START DATA FOR THIS TASK
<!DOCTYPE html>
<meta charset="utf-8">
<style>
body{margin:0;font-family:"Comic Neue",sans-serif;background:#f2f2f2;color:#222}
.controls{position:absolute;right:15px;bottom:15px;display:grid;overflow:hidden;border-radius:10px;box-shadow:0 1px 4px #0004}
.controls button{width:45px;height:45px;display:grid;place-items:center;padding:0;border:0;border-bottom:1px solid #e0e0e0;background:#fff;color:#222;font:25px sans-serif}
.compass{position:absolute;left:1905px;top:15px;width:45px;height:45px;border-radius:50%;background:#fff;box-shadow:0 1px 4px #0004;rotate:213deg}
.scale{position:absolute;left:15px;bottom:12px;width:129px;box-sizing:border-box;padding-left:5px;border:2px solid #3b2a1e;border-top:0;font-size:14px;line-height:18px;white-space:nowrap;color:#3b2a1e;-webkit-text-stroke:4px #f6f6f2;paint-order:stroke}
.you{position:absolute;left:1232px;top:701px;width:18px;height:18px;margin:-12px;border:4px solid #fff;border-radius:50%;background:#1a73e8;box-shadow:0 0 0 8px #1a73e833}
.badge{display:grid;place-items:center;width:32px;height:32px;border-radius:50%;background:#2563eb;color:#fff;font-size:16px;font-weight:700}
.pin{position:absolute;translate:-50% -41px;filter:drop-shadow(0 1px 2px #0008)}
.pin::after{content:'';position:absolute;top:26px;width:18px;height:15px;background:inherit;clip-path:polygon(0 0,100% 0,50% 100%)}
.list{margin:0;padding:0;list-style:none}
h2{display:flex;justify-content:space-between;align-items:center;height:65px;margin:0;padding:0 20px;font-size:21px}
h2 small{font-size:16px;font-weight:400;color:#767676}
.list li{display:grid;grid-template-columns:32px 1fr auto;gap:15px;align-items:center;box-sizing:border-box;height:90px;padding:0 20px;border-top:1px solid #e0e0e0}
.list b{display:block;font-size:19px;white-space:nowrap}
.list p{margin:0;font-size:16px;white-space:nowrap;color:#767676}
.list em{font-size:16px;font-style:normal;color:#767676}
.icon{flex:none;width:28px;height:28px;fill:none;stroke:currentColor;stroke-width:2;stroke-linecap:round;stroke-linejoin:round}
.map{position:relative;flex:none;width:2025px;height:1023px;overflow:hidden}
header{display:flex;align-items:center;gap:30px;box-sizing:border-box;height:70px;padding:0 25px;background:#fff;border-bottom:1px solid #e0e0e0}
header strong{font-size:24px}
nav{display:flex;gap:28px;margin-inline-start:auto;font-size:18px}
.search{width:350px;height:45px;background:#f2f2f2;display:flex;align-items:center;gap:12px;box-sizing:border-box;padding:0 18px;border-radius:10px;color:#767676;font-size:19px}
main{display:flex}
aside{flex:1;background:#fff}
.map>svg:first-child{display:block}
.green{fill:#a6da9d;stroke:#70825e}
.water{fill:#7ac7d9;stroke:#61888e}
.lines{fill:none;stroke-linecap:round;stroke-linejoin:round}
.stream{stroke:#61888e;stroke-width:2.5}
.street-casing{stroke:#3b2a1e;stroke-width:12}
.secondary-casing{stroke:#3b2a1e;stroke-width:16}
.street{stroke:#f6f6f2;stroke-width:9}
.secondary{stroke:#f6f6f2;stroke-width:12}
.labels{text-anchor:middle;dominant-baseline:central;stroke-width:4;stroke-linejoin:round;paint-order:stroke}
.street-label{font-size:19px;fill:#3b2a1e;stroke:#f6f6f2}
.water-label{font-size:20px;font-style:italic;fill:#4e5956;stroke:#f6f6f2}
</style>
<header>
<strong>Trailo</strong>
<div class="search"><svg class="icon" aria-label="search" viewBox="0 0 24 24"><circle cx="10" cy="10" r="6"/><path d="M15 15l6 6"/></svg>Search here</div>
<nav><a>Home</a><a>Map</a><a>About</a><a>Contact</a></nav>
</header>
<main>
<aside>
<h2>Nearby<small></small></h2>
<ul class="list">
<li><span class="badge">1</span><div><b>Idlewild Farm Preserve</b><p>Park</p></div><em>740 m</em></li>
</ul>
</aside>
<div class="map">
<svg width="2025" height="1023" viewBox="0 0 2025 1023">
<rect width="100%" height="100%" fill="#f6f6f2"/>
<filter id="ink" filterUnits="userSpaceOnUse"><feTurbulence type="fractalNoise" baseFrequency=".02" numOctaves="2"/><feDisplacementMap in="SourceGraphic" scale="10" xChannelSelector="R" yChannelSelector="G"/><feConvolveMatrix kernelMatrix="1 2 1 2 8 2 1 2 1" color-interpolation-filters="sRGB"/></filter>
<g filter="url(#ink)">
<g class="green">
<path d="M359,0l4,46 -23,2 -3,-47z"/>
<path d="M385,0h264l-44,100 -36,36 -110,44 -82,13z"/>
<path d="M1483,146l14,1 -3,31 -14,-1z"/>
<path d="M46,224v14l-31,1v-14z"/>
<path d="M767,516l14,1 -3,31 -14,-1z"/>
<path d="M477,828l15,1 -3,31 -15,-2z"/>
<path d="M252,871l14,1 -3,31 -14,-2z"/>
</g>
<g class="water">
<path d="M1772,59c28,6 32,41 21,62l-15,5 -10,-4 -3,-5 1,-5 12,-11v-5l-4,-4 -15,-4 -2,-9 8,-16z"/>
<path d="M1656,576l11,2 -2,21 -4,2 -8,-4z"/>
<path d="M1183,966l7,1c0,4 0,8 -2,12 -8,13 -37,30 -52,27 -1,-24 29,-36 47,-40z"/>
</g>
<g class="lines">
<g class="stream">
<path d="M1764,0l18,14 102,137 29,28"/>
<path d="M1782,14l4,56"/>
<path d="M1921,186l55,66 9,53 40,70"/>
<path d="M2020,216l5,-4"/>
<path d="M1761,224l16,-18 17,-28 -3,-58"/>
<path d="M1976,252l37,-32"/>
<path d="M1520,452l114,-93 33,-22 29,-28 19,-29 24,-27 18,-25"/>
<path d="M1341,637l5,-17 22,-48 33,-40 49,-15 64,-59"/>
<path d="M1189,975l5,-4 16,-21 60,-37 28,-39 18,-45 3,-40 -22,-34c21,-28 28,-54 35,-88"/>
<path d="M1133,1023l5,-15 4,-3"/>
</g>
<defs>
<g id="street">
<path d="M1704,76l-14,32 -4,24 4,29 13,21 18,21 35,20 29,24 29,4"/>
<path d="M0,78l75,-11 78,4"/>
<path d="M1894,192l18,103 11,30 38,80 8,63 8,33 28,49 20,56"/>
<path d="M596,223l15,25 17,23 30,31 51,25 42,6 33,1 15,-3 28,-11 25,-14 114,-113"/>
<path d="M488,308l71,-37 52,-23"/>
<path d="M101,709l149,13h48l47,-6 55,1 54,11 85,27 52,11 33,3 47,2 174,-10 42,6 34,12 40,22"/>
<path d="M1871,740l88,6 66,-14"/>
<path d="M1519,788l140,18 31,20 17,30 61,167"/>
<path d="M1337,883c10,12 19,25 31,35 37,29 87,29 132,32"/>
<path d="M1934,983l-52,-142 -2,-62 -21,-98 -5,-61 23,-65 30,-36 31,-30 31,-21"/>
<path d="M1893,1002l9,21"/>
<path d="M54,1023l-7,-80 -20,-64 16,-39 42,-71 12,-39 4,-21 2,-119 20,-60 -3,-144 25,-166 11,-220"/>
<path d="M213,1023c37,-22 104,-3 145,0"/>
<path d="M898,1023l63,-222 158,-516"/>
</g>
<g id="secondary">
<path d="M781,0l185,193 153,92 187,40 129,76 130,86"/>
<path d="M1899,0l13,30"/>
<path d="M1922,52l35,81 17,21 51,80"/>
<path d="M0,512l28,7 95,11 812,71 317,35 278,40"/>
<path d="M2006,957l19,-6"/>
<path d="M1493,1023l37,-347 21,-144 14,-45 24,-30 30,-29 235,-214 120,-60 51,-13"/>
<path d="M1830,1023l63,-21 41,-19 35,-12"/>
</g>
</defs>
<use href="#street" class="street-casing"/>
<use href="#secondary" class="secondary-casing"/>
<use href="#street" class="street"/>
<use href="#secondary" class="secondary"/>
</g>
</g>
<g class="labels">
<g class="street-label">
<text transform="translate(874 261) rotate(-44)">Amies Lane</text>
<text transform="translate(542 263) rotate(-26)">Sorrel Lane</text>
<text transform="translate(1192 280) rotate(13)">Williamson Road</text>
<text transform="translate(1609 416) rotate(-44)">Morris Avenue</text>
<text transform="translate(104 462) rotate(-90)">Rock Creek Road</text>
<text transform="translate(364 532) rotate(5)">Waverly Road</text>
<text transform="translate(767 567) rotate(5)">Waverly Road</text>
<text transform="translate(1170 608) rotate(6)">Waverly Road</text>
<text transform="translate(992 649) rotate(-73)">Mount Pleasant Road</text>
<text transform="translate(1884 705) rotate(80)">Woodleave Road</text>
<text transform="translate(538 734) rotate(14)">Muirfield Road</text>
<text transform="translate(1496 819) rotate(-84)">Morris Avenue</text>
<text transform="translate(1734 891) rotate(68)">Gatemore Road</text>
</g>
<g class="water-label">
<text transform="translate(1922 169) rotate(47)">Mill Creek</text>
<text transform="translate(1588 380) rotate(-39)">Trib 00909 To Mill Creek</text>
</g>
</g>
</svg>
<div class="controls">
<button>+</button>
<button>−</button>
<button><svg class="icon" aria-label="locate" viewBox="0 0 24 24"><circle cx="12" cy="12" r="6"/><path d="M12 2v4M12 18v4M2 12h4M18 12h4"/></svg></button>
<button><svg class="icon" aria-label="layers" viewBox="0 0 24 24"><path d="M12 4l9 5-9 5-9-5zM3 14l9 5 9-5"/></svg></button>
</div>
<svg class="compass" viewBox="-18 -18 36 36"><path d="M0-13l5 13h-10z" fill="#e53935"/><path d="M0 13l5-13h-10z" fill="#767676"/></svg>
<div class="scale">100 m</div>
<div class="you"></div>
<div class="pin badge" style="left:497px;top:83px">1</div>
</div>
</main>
END DATA FOR THIS TASK
◆ WHAT THE TASK ASKS ◆
Among the records above, find the lines that contain "strong" and copy every one.

◆ SOLUTION TO THE EXERCISE ◆
header strong{font-size:24px}
<strong>Trailo</strong>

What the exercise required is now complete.